-- Opening Marker --
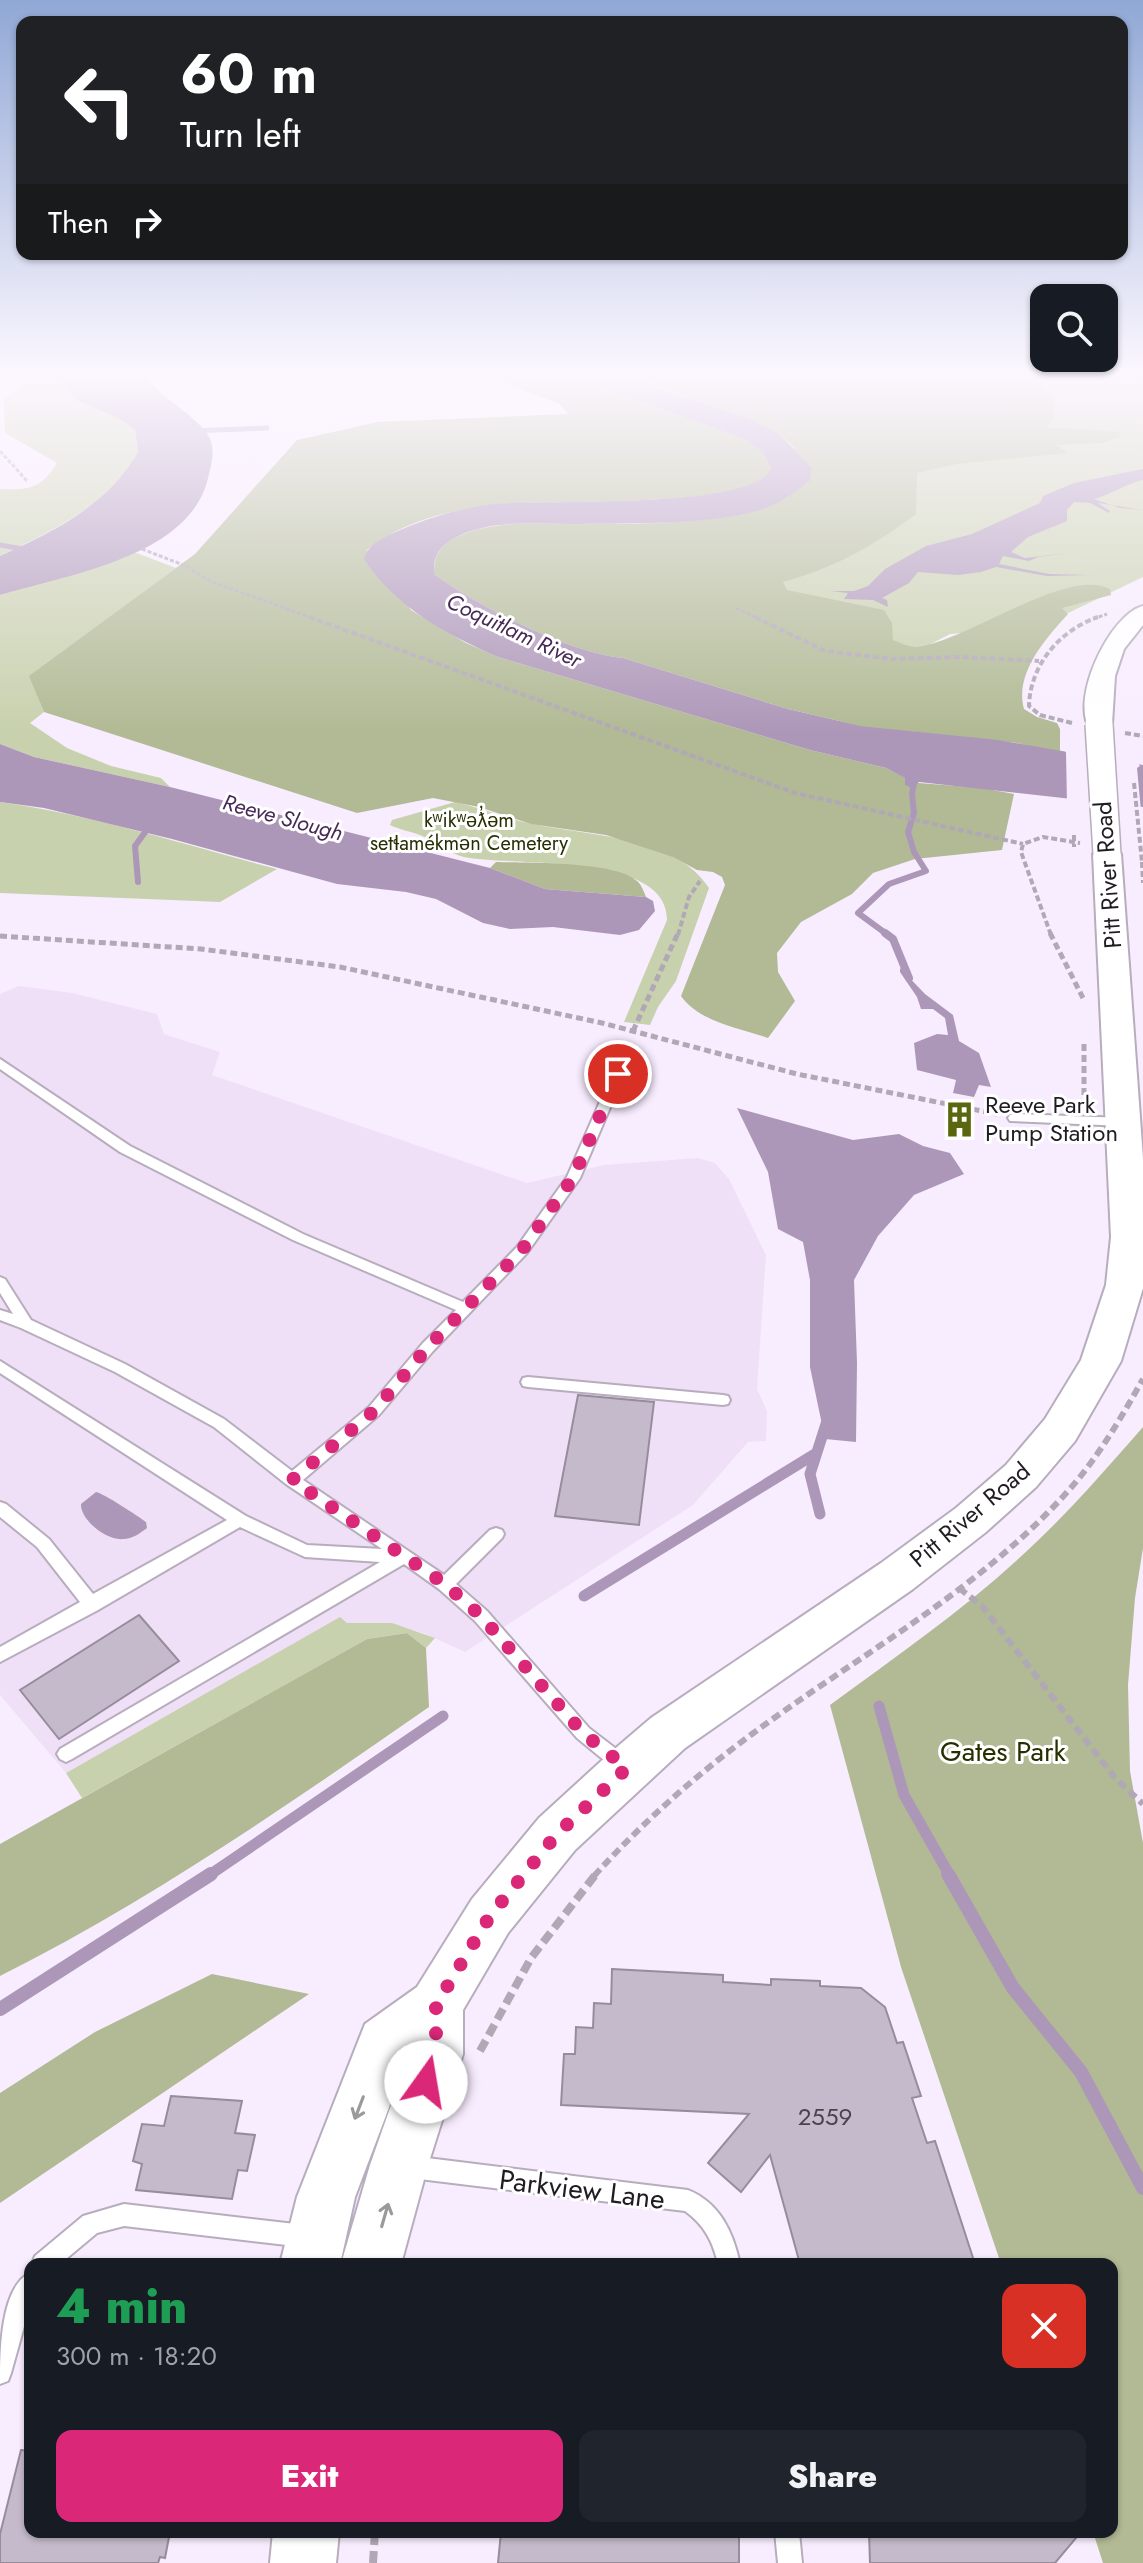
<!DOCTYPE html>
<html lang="en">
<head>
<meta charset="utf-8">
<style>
	:root { --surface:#171b24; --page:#20242c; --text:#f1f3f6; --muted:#9ea1a6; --accent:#db2777 }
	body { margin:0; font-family:Jost,sans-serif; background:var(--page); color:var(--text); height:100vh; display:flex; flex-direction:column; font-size:30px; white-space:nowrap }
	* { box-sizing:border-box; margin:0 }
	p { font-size:26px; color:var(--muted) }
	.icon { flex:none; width:44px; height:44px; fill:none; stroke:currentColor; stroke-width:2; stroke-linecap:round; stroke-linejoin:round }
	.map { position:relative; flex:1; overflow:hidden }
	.drawer { position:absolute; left:24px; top:2258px; width:1094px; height:280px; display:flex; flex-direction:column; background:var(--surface); border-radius:16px; box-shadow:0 2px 6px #0004 }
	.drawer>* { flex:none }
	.top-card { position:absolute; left:16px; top:16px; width:1112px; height:244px; border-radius:16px; box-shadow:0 2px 6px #0004; background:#202124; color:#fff; overflow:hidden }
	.buttons { position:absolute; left:1030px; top:284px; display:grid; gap:16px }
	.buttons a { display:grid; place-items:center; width:88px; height:88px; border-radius:16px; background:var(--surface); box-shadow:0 2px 6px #0004; font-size:40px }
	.pin { position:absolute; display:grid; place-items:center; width:68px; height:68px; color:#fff; margin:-34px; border:4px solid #fff; border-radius:50%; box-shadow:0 2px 8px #0007 }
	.me { position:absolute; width:88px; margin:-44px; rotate:13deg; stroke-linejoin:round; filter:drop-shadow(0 0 6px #0008) }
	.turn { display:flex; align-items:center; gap:28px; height:168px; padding:0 32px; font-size:36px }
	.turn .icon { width:104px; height:104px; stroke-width:2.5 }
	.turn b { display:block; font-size:56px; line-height:68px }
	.then { display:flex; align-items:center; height:76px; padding:0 32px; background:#0003; gap:16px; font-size:30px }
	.round { display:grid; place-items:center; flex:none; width:84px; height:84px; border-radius:16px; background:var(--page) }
	.headline { display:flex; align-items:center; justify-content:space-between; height:136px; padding:0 32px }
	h1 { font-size:48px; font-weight:800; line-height:60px; color:#1e9e55 }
	.primary-button { display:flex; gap:16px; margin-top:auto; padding:16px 32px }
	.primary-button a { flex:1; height:92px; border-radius:16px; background:var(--accent); color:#fff; font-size:32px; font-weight:800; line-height:92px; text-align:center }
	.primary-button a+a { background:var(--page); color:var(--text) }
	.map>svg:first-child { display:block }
</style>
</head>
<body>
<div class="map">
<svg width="1143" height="2563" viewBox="0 0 1143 2563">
	<rect width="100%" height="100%" fill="#f8edfe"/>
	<path fill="#efe0f7" d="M19,986L72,993L157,1014L164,1034L220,1052L212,1075L527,1183L604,1165L698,1158L715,1163L729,1179L766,1255L757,1389L767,1411L766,1441L748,1442L693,1505L465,1652L426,1634L392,1624L347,1623L340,1618L66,1773L0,1695V994Z"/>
	<path fill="#c8d1ad" d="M27,374H57C75,411 106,404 135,430L138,452C108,506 53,530 0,556V489C29,490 41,489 57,463L5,433L4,398L31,379Z
		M655,374H1143V577L1039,627L950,634L915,652L889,720L986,774L673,659L753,550Z
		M134,552L176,568L30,676L44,712L30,723L67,748L111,766L161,778L170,787L34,757L0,744V595Z
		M0,802C94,815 185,845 277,869L220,902L0,893Z
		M455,802C482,808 507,819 533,824C589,836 676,836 709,888L676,981L658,1007L650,1025L624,1022L667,920C668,851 510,867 464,857C448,853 435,841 420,835C410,831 400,830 390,825L392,820Z
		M340,1617L347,1623H392L435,1638L426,1648L407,1633L367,1639L82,1798L66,1773Z"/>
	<path fill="#b1ba94" d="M480,374H567L747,440L763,452L771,470C752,511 540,498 492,505C450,510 401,522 367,550L411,610L464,642L498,657L810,750L886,768L906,778V782L982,788L1014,794L1002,850L915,859L873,873L852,894L801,922L777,953L778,972L795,1001L768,1038C740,1028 699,1022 681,996L725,885L722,877L713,872L697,870L673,857L606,835L531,824L479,807L433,798L357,813L44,712L29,676L195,554L297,440L378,422L568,414L560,404Z
		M629,374H1018L1031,376L1054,398V416L1047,427L1119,432L1120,437L1102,443L1056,445L1068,453L957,464L917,473L916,514C872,547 836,567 783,582L787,590L884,610L892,623L893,640C900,643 909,647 916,647C966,642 1067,566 1110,589L1111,595L1062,608L1068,614C1046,638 1014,674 1024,709L1037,717L1057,723L1060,729V753L1017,743L861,726L788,709L623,658C569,653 478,606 434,574C434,558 438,547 453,539C487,520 536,523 573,524C636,524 733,526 789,497L795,447L777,432Z
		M496,862C527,863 616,861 637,881C641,884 644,892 646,897L545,889L490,868Z
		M1143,1427V1548L1135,1598L1128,1685L1130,1771L1143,1843V2563H1103L1093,2532H1112V2264H1001L901,1967L830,1705C898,1655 968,1607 1029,1549C1070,1511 1106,1469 1143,1427Z
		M407,1633L426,1648L429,1707C291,1803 151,1900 0,1976V1844L367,1639Z
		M212,1974L309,1994L0,2203V2093L95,2032Z"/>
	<path fill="#ad97b8" d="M57,374H143C161,399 197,415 209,437C216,450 211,464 208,478C190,557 66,575 0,595V556C53,532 108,505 138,452L135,430C106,405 73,411 57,374Z
		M567,374H629L669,392L747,418L777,432L812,468L810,480C795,494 777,505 757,511C706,525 633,523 580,524C540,524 489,518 453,539C438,547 433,558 434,574C478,606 569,653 623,658L788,709L861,726L998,740L1143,765V807L919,782L912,788L905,785V778L886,768L810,750L498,657C446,634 396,608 364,559C369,542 385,537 400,530C430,517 461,508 494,504C541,499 753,510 771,469L763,452L747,440Z
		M1143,469V480C1125,484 1112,494 1094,499L1120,508L1143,510L1098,503L1110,511L1109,513L1090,503L1074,502L1067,510V521L1028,537L1011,552L1025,558L1077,552L1038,557L1029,561L1003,556L999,564L1049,574L1090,575L1047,576L996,567L981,572L958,575L918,572L909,583L882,598L887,600L888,607L873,600L844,599L848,593L830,591H854L868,586L885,569L926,546L972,534L1040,503L1043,496L1074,483Z
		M0,744L34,757L170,787L490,868L545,889L646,897L653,901L655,911L639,930L620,935L553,927L510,929L483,923L436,899L406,892L337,884L172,839L44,808L0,802Z
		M900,968L925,994L953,1015L959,1041L979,1053L991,1087L979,1085L974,1097L953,1093L956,1080L917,1070L914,1043L937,1034L948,1035L945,1018L933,1009H921L917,997L900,972Z
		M737,1108L853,1140L899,1134L923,1146L950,1153L964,1174L914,1195L878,1236L854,1280L857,1363L856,1442L825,1439L810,1367V1280L803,1242L778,1229L768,1172Z
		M96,1492C103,1493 138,1516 146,1522L147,1528C140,1533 133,1539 123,1539C107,1541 80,1520 81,1504Z"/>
	<path fill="#f8edfe" d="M1063,750L1136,760L1140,766L1137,768L1141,811L1067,803L1066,752Z"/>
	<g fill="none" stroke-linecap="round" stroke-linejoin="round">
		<path stroke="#ad97b8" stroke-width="5" d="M191,431L267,428
			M0,545L28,550"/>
		<path stroke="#ad97b8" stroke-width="6" d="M138,882L135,846L151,824
			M888,935L858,913L889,884L926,871L914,852L908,832L914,813L912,794L915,778"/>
		<path stroke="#ad97b8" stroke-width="8" d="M885,933L893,939L909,978"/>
		<path stroke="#ad97b8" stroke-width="11" d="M820,1514L810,1474L827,1421
			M584,1596L815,1454
			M879,1706L904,1795L950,1876
			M208,1876L443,1716"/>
		<path stroke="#ad97b8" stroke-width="14" d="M948,1874L1013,1988L1081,2072L1143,2188
			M0,2009L211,1874"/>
	</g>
	<path fill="#c5bacb" stroke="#978c9c" stroke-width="2" d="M578,1395L654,1402L639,1525L555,1516Z
		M139,1615L179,1661L59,1739L20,1690Z
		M612,1969L723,1975V1982L771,1985V1979L820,1981V1986L861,1988L885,2007L897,2043L903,2042L921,2096L912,2098L927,2143L935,2141L975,2264H800L770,2155L741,2192L708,2163L749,2114L561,2105L564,2054H575L576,2027L593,2028L594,2003L611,2004Z
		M171,2096L242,2101L235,2133L255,2135L247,2171L238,2170L232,2199L136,2190L142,2164L133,2161L142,2124L164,2126Z
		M21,2450L30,2451V2532H170L165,2558L160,2557L158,2563H0V2534Z
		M501,2532H739V2563H498Z
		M869,2532H1081L1055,2563H870Z"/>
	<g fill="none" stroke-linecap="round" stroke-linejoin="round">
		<defs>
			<path id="lane" d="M629,1045L635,1049L580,1178L527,1253L433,1351L379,1415L303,1480L444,1575L490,1530L496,1528L502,1530L504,1534L502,1538L456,1584L487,1611L589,1728L628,1758L631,1764L628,1770L622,1772L616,1770L577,1738L475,1621L439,1589L404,1564L72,1759L66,1762L60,1759L57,1754L60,1749L380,1562L305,1557L240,1527L98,1610L0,1662V1647L80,1602L37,1547L0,1517V1502L6,1504L49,1539L93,1594L227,1520L0,1373V1361L246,1516L307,1545L382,1549L286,1484L214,1427L115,1372L21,1328L0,1320V1310L13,1314L0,1293V1277L5,1279L31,1320L125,1364L224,1419L292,1471L369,1407L423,1343L456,1310L293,1240L120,1152L0,1069V1059L130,1146L303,1234L463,1302L517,1247L567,1177L623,1049Z
				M1014,1114L1124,1118L1130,1122L1124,1126L1010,1121L1008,1118L1010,1115Z
				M528,1377L723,1395L728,1396L730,1400L728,1404L723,1405L528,1387L523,1386L521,1382L523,1378Z
				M411,2156L688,2190C720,2203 733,2232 740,2264H718C713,2241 704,2225 685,2211L411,2178L404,2174L400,2167L404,2160Z
				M124,2204L304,2225L312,2228L315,2236L312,2244L304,2247L124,2226L97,2233L60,2264H32L35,2256L83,2216Z
				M30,2273V2305L11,2373L8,2381L0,2384C0,2354 0,2287 30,2273Z
				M775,2532H799L802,2563H778Z"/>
			<path id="secondary" d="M1143,606V625L1124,649L1115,676L1112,724L1108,729H1090C1070,700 1109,615 1143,606Z
				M1107,845L1117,848L1121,854L1143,1159V1288L1121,1361L1075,1441L1036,1487L986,1532L913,1589L685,1748L575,1850L508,1933L463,2010V2054L428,2165L401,2264H341L370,2165L407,2060L355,2197L340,2264H280L297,2197L365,2024L417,1987L472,1899L539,1818L610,1753L651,1718L881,1563L956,1508L1006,1465L1045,1419L1081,1360L1106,1285L1111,1237L1093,854L1097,848Z
				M273,2532H339L336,2563H270Z"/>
		</defs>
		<use href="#lane" stroke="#b7adbd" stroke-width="4"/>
		<use href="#secondary" stroke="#b7adbd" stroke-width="4"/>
		<path stroke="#b0a8b5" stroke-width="3" stroke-dasharray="4 2" stroke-linecap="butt" d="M0,451L28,482
			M142,549L186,566L210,581L315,619
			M736,608L759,619
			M1093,619L1107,614"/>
		<path stroke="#b0a8b5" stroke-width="4" stroke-dasharray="6 3" stroke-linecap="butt" d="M309,617L795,793L1023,844
			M755,617L825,651L892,659L964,657L1039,661
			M1072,723L1040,715L1029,706C1030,665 1060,630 1098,617
			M1125,733L1143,736
			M1142,862L1143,883
			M678,935L689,897L700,881
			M1051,935L1021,852L1023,844L1043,837L1080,843"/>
		<path stroke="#b0a8b5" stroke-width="5" stroke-dasharray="7 4" stroke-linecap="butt" d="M1050,933L1083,998
			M0,936L201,949L340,967L602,1023L797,1074L997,1114
			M633,1031L678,933
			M1084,1044V1102"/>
		<path stroke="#b0a8b5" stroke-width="6" stroke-dasharray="9 5" stroke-linecap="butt" d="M959,1588L982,1606L1115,1778L1143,1804
			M594,1876C642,1823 695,1776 752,1734C859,1655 980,1590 1069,1490C1099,1456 1121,1418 1143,1379"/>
		<path stroke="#b0a8b5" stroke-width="8" stroke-dasharray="12 6" stroke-linecap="butt" d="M480,2051L531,1958L596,1874
			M373,2563L375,2532"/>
		<use href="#lane" fill="#fff" fill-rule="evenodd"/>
		<use href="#secondary" fill="#fff" fill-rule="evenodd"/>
		<defs>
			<path id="secondary-bridge" d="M1099,724L1107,854"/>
		</defs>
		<use href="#secondary-bridge" stroke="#b7adbd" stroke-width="30" stroke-linecap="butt"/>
		<path stroke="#b0a8b5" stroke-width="4" stroke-dasharray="6 3" stroke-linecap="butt" d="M1134,783L1142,862
			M1074,835V847"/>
		<use href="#secondary-bridge" stroke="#fff" stroke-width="27"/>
	</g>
	<defs><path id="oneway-shaft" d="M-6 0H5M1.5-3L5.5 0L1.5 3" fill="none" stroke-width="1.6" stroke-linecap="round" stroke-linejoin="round" transform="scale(2)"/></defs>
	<g stroke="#9b999c">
		<use href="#oneway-shaft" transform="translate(359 2108) rotate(111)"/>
		<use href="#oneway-shaft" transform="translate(385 2215) rotate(-74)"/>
	</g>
	<linearGradient id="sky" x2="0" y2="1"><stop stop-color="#90a8d5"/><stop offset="0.51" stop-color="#fcf7ff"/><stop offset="1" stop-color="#fcf7ff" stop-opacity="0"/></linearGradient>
	<rect width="1143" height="733" fill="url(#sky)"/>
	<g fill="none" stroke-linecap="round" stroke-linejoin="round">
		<path stroke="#db2777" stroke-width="14" stroke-dasharray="0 25.2" d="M426,2082L436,2054V2005L490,1916L557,1834L627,1768L583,1733L481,1616L445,1584L292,1480L374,1411L428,1347L522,1250L573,1178L618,1074"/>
	</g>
	<defs>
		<symbol id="building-bare" viewBox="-9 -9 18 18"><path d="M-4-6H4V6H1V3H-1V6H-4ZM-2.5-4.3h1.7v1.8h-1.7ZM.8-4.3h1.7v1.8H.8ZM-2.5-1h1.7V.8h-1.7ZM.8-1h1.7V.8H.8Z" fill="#5a670e" stroke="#fff" stroke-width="2.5" paint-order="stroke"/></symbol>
	</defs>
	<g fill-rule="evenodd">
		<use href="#building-bare" x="934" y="1094" width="51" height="51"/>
	</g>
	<g text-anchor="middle" stroke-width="6" stroke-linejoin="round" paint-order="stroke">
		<g font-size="20" fill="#272e00" stroke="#fff">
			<text x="469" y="827">kʷikʷəƛ̓əm<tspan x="469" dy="23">setɬamékmən Cemetery</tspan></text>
		</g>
		<g font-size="22" font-style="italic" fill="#472955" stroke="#fff">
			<text transform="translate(514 630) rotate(25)" y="8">Coquitlam River</text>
			<text transform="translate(283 817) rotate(15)" y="8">Reeve Slough</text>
		</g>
		<g font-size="24" fill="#201c22" stroke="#fff">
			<text transform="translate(1108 875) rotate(-94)" y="8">Pitt River Road</text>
			<text transform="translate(970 1515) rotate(-40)" y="8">Pitt River Road</text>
		</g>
		<g font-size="24" fill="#201c22" stroke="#fff" text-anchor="start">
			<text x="985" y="1113">Reeve Park<tspan x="985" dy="28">Pump Station</tspan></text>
		</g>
		<g font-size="24" fill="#49444c">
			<text x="825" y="2125">2559</text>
		</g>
		<g font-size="28" fill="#272e00" stroke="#fff">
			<text x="1003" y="1761">Gates Park</text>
		</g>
		<g font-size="28" fill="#201c22" stroke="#fff">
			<text transform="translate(582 2189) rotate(7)" y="10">Parkview Lane</text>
		</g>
	</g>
</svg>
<div class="buttons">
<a><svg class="icon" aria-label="search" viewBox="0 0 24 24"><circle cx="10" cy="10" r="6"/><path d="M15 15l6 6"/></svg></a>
</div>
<div class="pin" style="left:618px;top:1074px;background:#d93025"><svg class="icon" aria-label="arrive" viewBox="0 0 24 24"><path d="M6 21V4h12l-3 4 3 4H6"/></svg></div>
<svg class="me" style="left:426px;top:2082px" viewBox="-20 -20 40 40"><circle r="19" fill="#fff"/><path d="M0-13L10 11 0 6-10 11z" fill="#db2777"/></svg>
<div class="top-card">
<div class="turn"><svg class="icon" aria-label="left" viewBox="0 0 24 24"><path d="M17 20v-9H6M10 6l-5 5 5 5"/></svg><div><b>60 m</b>Turn left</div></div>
<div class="then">Then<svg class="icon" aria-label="right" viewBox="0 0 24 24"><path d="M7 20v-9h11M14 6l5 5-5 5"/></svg></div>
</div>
<section class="drawer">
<div class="headline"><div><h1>4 min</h1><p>300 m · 18:20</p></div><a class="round" style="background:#d93025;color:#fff"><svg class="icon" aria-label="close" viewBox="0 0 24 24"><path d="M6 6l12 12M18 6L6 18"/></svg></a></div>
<div class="primary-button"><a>Exit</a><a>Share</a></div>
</section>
</div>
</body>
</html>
-- Closing Marker --
■ PROBLEM TO SOLVE:
Give back, unaltered, each line of the listing from the first to the line that contains "position:absolute; left:16px; top:16px;", leaving every picture out.

■ THE ANSWER:
<!DOCTYPE html>
<html lang="en">
<head>
<meta charset="utf-8">
<style>
	:root { --surface:#171b24; --page:#20242c; --text:#f1f3f6; --muted:#9ea1a6; --accent:#db2777 }
	body { margin:0; font-family:Jost,sans-serif; background:var(--page); color:var(--text); height:100vh; display:flex; flex-direction:column; font-size:30px; white-space:nowrap }
	* { box-sizing:border-box; margin:0 }
	p { font-size:26px; color:var(--muted) }
	.icon { flex:none; width:44px; height:44px; fill:none; stroke:currentColor; stroke-width:2; stroke-linecap:round; stroke-linejoin:round }
	.map { position:relative; flex:1; overflow:hidden }
	.drawer { position:absolute; left:24px; top:2258px; width:1094px; height:280px; display:flex; flex-direction:column; background:var(--surface); border-radius:16px; box-shadow:0 2px 6px #0004 }
	.drawer>* { flex:none }
	.top-card { position:absolute; left:16px; top:16px; width:1112px; height:244px; border-radius:16px; box-shadow:0 2px 6px #0004; background:#202124; color:#fff; overflow:hidden }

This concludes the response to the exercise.